It might be a strange thing to say, but Heyneke Meyer is about to be tested in a way he has never been tested in before during his career as a professional coach, and it won’t be on a rugby field.
World Cup winning coach, Jake White, once said that the only thing you can be assured of when you take the job as national coach is that at some point, you will get fired.
A strong statement indeed, but if we consider the history of Springbok coaches since we won the Rugby World Cup in 1995, it seems to be right on the money.
We had coaches fired for secretly taped conversations, complaining about ticket prices, being a fashionisto and thinking some ‘army’ camp was a good idea for team building.
Of course the official line you will hear more often than not is that coaches will be judged on their results… Fact is, results only serve as a convenient ‘official’ excuse to send a coach packing for a string of off-field events which has left a certain sector of individuals disgruntled.
It’s not like on-field results are unimportant of course, it gives even the most amateur arm-chair critic an easy statistical indication of any coach’s ability, but if we have managed to fire coaches for complaining about ticket prices, or after winning rugby’s most prized possession, the Rugby World Cup, we get a fair idea of the nature of the beast which is SA Rugby.
The beast itself is of course fed by public, or media perception more often than not – which creates a specific mood around certain individuals. I have personally seen likeable, but poor coaches hang onto their positions for far too long whilst those with great on-field results are alienated because they piss a couple of people off.

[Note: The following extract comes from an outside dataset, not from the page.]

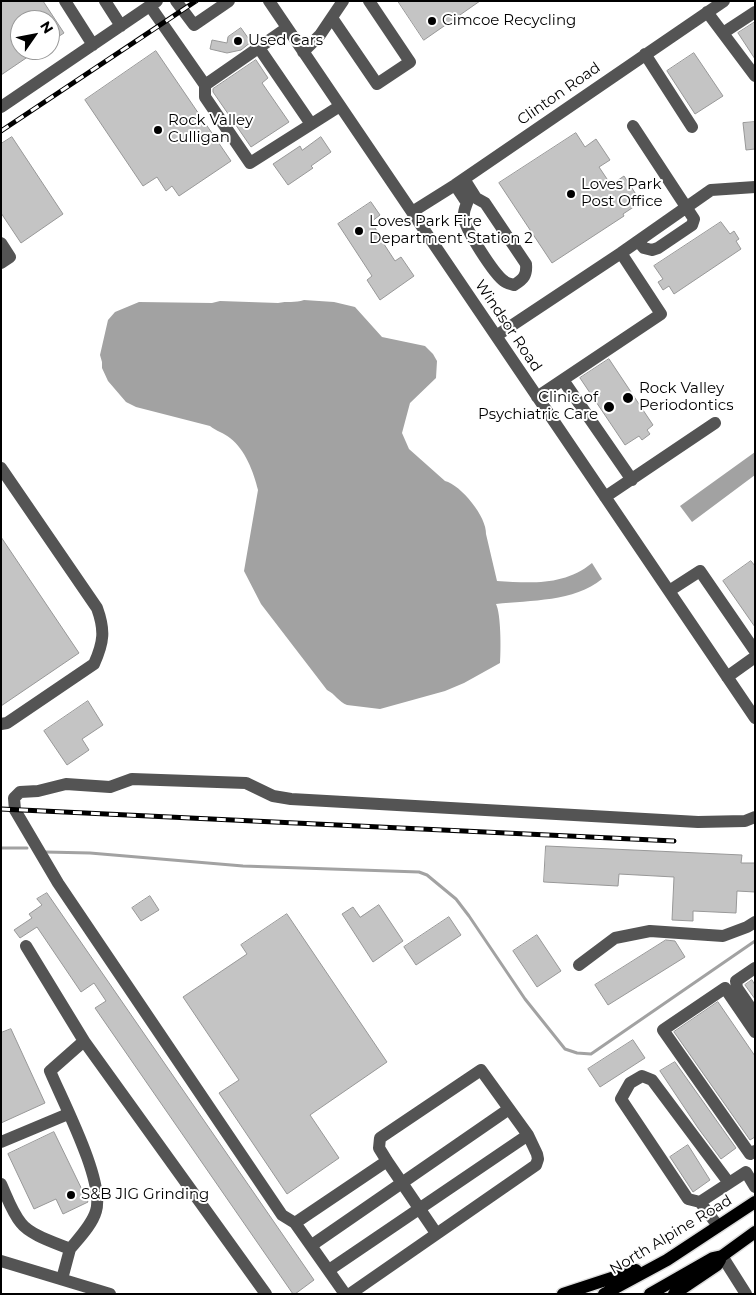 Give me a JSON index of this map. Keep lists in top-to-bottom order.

With the appointment of a new coach usually comes renewed hope. Two of our most successful coaches over the last 15 years, Nick Mallet and Jake White, took charge of teams that were at an ultimate low following a series loss to the British and Irish Lions, and the failed ‘Kamp Staaldraad’ World Cup of 2003. Given the position South African and Springbok rugby found themselves in at the time these gentlemen were given the task to ‘fix’ our rugby ‘using all means necessary’. Expectation was not as high as one would normally expect from a national coach because the general mood of the public and those in charge were that ‘it could not get any worse than it already is’.
It gave them a certain sense of freedom and time to build their structures, and of course, both ended up with some special results and records. Of course it did not stop them from getting ‘fired’, but I digress…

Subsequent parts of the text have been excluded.